▶ [Action item] Please restate word for word the lines from the top of the entries through the line that contains "solid #fff;border-radius:50%;background:#1a73e8;box-shadow:0 0", and do not include any pictures.

▶ [Source information]
----
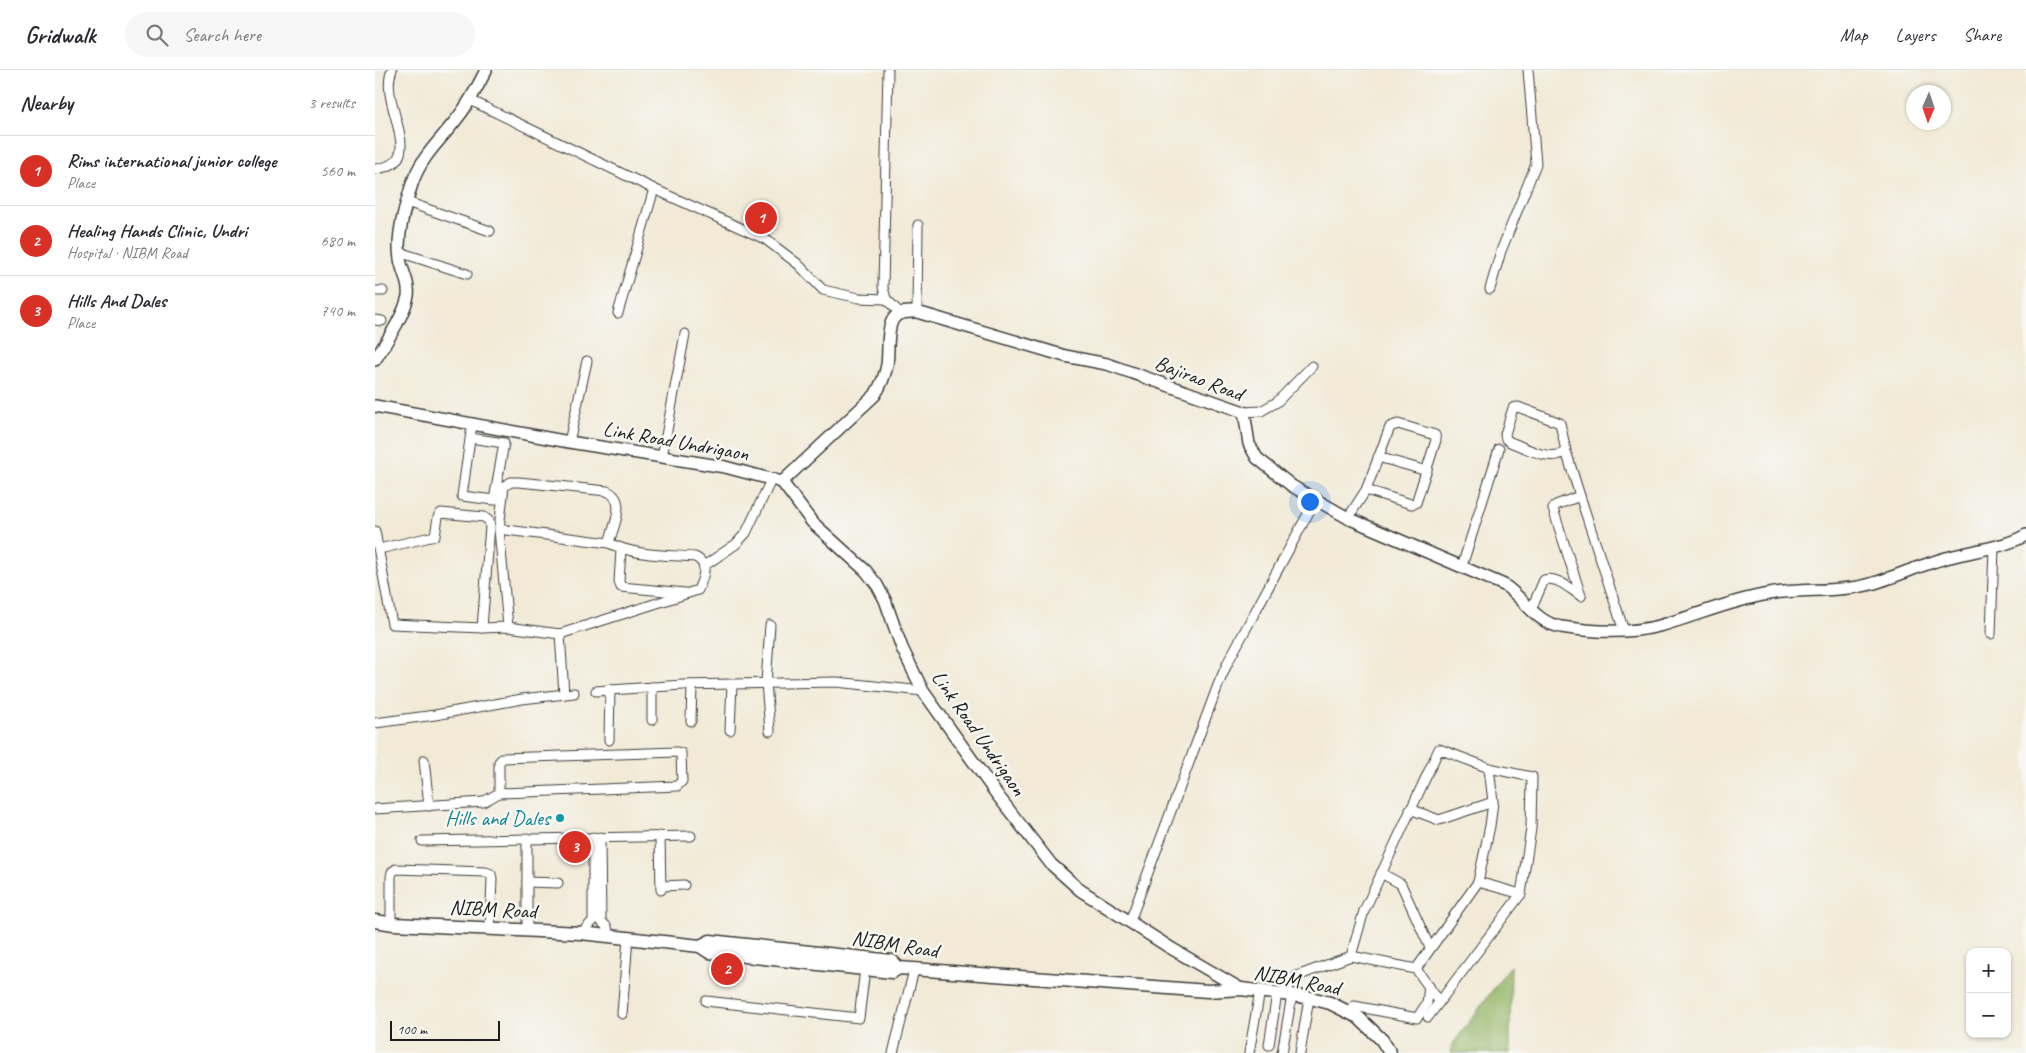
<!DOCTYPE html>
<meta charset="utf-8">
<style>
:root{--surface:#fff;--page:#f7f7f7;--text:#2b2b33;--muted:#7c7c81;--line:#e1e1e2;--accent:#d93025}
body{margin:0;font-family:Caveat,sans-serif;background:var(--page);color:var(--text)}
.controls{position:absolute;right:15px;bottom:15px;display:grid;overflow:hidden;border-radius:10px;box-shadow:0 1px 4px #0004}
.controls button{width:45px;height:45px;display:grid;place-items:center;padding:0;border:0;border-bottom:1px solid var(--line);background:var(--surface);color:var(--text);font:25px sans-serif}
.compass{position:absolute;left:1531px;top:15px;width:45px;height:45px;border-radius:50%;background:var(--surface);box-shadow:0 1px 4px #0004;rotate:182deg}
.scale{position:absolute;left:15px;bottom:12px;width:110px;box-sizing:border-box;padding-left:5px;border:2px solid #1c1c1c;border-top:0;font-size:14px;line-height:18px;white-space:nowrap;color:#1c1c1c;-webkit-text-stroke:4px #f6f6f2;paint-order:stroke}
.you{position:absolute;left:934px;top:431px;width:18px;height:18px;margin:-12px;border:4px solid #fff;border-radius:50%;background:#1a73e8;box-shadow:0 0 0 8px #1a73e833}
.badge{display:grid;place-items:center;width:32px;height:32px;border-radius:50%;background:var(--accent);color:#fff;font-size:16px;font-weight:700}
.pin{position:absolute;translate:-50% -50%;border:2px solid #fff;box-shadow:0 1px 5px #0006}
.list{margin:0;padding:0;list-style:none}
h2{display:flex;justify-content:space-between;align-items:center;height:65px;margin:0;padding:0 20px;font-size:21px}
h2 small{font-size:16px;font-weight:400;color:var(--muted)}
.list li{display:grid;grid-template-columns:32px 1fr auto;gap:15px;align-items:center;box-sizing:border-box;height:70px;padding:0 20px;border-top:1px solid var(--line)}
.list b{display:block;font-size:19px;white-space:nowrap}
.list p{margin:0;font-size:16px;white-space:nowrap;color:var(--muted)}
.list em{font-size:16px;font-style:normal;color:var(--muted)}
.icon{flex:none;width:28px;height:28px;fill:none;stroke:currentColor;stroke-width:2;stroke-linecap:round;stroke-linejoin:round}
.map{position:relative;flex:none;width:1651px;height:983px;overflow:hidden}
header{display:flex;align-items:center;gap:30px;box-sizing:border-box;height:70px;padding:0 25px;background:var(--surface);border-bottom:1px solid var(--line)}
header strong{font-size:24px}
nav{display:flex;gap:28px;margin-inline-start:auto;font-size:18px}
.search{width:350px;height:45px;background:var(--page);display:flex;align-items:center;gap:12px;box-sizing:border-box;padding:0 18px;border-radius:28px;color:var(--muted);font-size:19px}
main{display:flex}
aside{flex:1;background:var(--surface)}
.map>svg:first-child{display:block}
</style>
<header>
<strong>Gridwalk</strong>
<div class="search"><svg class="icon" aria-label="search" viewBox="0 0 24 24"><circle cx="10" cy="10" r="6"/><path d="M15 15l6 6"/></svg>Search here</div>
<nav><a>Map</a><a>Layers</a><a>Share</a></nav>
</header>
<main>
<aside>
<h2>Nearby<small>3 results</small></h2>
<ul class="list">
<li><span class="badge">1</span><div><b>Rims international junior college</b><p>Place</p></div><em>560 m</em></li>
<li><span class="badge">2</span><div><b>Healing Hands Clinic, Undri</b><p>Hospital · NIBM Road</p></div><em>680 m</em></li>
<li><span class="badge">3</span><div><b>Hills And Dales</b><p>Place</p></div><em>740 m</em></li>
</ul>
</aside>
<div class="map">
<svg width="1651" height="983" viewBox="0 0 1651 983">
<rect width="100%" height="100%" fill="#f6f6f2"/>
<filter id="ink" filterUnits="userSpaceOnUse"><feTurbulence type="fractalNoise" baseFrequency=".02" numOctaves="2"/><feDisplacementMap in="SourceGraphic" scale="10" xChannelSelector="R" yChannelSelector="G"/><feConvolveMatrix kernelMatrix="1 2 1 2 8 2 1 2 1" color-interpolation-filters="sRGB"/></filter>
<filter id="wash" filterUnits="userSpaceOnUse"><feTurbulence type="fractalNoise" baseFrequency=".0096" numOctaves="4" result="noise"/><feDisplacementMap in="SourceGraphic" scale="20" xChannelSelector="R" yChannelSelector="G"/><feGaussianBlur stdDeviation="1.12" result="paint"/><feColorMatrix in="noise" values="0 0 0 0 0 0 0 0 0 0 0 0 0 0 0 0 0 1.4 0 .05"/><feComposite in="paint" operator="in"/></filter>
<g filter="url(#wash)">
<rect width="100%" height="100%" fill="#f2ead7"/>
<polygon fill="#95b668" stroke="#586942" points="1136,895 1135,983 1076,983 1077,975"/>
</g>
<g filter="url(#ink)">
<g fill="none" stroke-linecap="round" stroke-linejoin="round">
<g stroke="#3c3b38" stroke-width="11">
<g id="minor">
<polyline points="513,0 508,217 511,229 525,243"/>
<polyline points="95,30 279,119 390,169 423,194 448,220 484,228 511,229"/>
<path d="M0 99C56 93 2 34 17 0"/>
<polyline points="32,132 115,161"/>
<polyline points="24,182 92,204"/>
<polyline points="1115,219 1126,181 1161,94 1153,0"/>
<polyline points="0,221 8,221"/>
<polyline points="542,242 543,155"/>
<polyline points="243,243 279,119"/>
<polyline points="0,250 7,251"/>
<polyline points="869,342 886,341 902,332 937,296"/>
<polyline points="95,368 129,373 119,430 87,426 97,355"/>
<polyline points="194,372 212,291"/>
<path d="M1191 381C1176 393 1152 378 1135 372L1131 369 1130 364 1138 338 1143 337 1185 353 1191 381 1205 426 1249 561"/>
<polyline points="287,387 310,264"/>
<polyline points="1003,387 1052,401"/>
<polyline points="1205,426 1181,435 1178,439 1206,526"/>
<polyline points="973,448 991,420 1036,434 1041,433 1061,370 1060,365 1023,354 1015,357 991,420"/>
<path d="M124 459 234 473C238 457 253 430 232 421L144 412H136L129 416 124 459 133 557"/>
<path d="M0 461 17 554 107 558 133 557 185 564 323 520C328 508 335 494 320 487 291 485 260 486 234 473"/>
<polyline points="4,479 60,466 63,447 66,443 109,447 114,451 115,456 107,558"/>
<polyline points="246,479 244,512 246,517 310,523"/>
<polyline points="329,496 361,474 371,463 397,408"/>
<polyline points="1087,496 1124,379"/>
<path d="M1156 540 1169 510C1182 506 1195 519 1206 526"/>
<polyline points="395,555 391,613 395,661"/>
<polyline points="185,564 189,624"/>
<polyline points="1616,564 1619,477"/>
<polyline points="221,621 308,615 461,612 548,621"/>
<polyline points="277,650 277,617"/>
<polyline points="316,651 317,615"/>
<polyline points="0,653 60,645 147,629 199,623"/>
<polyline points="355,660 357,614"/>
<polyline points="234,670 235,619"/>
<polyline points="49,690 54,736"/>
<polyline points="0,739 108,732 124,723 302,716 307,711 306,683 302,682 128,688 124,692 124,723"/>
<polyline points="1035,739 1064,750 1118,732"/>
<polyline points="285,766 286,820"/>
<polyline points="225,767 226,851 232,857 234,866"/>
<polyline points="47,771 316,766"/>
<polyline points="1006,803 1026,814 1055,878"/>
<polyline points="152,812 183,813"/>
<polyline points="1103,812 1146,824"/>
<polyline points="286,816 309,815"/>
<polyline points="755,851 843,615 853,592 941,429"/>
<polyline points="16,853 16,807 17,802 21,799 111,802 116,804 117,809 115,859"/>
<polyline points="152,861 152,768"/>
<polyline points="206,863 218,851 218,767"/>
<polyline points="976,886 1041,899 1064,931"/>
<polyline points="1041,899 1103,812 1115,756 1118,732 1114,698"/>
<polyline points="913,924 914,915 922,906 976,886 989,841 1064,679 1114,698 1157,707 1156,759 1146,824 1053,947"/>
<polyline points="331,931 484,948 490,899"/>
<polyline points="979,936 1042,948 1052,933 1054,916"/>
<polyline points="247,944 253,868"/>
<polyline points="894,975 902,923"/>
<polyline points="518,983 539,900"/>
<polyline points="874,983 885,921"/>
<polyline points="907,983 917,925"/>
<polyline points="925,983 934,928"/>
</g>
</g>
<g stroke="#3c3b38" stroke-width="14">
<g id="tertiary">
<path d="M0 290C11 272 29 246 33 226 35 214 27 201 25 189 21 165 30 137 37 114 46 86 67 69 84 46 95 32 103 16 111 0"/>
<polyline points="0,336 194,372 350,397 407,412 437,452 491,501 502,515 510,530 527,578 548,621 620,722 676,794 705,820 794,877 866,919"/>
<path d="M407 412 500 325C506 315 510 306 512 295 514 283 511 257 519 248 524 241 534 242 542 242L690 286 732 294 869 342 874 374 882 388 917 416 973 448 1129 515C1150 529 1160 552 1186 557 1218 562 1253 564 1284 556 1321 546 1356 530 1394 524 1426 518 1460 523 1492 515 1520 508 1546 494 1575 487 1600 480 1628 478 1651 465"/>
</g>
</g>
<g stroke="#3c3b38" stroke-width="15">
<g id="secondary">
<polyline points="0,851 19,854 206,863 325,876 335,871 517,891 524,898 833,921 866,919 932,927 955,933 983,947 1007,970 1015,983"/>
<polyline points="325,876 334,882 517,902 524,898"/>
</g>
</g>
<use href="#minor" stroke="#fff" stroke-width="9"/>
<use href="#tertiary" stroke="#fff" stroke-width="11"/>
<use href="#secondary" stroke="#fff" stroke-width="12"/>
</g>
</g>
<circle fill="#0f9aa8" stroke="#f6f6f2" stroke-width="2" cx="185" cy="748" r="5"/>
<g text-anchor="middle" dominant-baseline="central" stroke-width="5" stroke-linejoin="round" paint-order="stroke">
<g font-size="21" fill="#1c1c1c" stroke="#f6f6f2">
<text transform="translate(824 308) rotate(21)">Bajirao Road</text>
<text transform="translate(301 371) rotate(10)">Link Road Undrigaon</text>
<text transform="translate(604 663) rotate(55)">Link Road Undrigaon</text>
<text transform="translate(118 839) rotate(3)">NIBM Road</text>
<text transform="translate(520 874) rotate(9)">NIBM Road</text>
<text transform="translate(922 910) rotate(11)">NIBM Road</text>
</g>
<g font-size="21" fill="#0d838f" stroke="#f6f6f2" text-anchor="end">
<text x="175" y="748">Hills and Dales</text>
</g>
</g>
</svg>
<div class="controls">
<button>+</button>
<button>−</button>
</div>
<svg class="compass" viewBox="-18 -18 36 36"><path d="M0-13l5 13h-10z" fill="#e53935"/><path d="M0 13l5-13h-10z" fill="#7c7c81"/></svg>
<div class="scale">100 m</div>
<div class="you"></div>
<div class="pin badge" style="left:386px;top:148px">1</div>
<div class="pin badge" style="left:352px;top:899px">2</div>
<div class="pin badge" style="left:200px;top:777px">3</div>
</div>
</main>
----
▶ [Written answer]
<!DOCTYPE html>
<meta charset="utf-8">
<style>
:root{--surface:#fff;--page:#f7f7f7;--text:#2b2b33;--muted:#7c7c81;--line:#e1e1e2;--accent:#d93025}
body{margin:0;font-family:Caveat,sans-serif;background:var(--page);color:var(--text)}
.controls{position:absolute;right:15px;bottom:15px;display:grid;overflow:hidden;border-radius:10px;box-shadow:0 1px 4px #0004}
.controls button{width:45px;height:45px;display:grid;place-items:center;padding:0;border:0;border-bottom:1px solid var(--line);background:var(--surface);color:var(--text);font:25px sans-serif}
.compass{position:absolute;left:1531px;top:15px;width:45px;height:45px;border-radius:50%;background:var(--surface);box-shadow:0 1px 4px #0004;rotate:182deg}
.scale{position:absolute;left:15px;bottom:12px;width:110px;box-sizing:border-box;padding-left:5px;border:2px solid #1c1c1c;border-top:0;font-size:14px;line-height:18px;white-space:nowrap;color:#1c1c1c;-webkit-text-stroke:4px #f6f6f2;paint-order:stroke}
.you{position:absolute;left:934px;top:431px;width:18px;height:18px;margin:-12px;border:4px solid #fff;border-radius:50%;background:#1a73e8;box-shadow:0 0 0 8px #1a73e833}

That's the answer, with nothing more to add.